Lagos, Nigeria is struggling to grow alongside an exploding population. Each year nearly two million people from rural Nigeria and neighboring West Africa move here to find work or escape poverty and conflict. The city is one of the world's fastest growing cities, home to a population of twenty one million, half of which live in informal communities or slums throughout the sprawling urban environment. With a growth rate of ten percent annually building development is relentless.


A few miles from Lagos men from the Ilaje tribe hold their breath and submerge themselves up to three meters, searching for sand that can only be found in specific areas, collected in rusted steel buckets punctured with holes. The men fill boats with hundreds of pounds of sharp sand, a vital ingredient used to make the cement and building blocks that fuel the Lagos building boom. Without machinery or diving equipment, these men, born at the sea in the Southwest of Nigeria, have relied on skills handed down from generations past.

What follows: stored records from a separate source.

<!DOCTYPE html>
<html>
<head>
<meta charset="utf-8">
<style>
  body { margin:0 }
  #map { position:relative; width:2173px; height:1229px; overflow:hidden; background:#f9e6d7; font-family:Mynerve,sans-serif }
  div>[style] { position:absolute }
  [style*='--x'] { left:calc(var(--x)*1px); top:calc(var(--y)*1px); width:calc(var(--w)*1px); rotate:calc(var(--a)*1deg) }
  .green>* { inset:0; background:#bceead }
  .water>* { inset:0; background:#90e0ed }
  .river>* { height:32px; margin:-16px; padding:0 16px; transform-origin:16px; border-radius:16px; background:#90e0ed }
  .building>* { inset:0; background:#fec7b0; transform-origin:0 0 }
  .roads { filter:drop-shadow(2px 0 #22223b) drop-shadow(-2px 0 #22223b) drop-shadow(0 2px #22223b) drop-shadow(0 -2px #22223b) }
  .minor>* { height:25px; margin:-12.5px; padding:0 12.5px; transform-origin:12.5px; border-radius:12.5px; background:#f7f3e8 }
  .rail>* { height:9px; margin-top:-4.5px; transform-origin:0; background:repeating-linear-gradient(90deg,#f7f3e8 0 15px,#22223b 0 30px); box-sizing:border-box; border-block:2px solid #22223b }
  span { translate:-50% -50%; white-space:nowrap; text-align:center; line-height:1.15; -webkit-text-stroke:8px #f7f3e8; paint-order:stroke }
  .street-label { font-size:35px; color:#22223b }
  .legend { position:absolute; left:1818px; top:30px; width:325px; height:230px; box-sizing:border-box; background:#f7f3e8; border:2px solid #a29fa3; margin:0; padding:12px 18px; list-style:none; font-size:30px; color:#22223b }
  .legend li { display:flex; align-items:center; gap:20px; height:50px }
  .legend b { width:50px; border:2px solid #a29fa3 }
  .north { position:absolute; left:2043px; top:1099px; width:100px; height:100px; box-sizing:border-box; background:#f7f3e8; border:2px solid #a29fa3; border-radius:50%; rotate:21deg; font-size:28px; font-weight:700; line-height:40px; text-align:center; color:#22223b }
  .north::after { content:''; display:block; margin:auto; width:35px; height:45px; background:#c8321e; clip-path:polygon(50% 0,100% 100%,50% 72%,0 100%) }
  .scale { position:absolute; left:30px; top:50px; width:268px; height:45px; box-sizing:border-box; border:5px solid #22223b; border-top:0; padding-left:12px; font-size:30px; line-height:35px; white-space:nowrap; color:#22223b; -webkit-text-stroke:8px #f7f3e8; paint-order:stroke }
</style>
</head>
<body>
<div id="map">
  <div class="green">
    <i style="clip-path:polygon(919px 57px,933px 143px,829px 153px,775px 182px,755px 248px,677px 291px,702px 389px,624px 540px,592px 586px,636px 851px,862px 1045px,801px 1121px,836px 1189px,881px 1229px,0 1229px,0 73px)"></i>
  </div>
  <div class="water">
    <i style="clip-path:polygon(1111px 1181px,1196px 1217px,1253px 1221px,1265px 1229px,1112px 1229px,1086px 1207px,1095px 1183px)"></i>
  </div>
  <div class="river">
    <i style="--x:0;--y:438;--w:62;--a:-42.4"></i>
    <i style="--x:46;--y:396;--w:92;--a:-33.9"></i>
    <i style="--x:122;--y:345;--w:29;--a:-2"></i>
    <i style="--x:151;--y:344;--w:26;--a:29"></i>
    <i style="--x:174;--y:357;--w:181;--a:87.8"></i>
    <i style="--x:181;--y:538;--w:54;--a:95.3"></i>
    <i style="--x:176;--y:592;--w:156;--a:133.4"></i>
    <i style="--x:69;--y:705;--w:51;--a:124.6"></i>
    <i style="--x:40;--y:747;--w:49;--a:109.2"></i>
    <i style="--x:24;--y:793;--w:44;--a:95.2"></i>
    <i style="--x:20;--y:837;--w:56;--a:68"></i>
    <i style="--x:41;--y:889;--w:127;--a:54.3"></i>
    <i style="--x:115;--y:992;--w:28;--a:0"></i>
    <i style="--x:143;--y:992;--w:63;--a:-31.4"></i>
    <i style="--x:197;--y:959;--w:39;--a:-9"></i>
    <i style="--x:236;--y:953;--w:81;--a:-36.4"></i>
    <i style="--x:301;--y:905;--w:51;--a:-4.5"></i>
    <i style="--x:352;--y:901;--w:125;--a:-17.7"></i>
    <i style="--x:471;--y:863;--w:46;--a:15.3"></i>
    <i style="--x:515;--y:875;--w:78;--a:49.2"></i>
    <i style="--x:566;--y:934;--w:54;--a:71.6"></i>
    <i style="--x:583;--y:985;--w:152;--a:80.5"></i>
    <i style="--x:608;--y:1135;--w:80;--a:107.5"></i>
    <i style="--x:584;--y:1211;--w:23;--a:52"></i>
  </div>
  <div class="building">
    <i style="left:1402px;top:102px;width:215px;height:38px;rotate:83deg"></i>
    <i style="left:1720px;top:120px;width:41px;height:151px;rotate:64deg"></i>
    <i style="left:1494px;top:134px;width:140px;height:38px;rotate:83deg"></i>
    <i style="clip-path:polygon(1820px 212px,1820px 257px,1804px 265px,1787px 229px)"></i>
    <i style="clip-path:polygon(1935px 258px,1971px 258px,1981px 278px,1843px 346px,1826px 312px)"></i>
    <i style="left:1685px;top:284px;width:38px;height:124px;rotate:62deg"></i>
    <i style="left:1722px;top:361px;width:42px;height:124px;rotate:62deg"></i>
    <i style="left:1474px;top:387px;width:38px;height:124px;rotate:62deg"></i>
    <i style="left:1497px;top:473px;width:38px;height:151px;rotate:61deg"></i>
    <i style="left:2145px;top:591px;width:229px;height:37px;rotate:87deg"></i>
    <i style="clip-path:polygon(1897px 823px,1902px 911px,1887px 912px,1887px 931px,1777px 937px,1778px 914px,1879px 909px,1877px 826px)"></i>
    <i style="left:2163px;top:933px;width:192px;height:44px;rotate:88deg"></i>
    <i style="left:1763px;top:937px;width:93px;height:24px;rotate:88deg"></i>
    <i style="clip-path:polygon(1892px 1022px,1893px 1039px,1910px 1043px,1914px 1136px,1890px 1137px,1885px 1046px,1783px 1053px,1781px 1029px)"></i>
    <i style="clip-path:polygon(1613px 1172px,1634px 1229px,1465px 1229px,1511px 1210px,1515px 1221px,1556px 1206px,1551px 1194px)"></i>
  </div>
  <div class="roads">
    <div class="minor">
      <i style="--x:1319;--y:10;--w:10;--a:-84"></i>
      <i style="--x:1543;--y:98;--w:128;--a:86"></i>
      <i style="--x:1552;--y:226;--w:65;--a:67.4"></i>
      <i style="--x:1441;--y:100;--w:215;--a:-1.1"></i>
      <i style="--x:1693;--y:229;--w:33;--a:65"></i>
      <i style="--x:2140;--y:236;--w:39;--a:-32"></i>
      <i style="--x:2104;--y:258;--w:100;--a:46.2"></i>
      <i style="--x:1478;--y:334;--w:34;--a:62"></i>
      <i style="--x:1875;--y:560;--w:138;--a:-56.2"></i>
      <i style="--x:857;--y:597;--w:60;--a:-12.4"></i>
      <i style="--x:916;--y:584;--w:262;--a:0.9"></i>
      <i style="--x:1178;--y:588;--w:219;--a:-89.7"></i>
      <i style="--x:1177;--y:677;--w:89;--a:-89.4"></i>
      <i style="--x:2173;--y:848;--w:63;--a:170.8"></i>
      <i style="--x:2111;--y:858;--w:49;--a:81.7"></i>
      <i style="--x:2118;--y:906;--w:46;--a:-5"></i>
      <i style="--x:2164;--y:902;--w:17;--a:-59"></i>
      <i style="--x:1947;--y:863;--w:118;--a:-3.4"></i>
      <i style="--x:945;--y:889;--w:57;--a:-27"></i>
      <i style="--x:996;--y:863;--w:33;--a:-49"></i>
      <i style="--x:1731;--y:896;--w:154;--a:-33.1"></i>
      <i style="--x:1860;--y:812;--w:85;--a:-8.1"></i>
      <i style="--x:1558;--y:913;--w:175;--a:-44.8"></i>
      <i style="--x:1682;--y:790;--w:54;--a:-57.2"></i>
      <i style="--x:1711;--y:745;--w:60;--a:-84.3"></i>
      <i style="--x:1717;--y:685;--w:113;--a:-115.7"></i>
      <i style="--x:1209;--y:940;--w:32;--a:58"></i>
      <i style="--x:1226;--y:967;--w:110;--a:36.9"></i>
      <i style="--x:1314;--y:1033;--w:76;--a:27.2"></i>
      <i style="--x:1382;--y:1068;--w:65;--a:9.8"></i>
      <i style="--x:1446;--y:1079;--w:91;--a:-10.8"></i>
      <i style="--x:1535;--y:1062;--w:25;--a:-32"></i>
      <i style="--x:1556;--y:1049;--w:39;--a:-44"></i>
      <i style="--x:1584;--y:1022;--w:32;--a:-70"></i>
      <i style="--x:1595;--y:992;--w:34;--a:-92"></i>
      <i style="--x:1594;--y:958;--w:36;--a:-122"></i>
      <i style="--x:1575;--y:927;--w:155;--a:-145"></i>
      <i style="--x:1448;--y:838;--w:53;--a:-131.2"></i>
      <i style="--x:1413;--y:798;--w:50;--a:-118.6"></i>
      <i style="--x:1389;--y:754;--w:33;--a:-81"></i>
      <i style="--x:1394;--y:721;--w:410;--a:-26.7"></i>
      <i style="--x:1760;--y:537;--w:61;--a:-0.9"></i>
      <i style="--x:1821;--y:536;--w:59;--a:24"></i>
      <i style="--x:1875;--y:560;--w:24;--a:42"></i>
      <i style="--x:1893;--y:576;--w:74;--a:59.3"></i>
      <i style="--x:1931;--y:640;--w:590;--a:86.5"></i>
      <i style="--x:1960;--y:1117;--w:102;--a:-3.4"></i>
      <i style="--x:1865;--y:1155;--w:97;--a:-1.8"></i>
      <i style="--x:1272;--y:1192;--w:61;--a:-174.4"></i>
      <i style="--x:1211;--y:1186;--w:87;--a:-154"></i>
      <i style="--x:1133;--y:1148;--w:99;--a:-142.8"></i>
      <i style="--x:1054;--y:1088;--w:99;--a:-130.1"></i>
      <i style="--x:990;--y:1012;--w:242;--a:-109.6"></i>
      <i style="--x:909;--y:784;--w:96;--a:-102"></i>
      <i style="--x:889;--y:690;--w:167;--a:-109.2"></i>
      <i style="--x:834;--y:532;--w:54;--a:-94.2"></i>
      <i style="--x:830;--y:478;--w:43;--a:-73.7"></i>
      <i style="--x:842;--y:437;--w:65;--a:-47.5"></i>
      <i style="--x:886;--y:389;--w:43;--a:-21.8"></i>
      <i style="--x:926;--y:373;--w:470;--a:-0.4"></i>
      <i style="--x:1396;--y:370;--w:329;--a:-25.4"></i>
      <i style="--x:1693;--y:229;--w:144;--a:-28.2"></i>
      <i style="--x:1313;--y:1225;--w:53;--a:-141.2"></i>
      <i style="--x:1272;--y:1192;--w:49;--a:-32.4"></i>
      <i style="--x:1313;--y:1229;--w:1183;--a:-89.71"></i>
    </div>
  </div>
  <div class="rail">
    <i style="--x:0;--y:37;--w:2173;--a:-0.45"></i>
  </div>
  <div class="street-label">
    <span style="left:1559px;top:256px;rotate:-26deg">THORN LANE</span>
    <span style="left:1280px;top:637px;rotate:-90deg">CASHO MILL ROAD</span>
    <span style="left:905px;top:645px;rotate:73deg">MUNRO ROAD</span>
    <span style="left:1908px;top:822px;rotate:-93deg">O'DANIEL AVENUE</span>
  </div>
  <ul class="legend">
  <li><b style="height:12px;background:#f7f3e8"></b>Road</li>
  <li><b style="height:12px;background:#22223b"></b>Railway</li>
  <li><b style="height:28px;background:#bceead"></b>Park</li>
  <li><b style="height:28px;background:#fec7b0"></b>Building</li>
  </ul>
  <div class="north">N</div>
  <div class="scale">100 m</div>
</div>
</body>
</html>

With incredible strength and skill they dive for this precious natural resource, fourteen hour days six days a week, hauling upwards of 50kg bucks of sand into their boats before setting sail with the tides to unload their bounty at the end of each day.


However, the faster they collect, the faster the buildings appear and the faster their skills become redundant. Coastal riverbeds are being stripped of this natural resource; wreaking havoc on rivers, deltas and marine ecosystems.


Will the ecological impact of this industry destroy the ancient craft or will these miners continue to dig, destroying their own natural habitat in the process?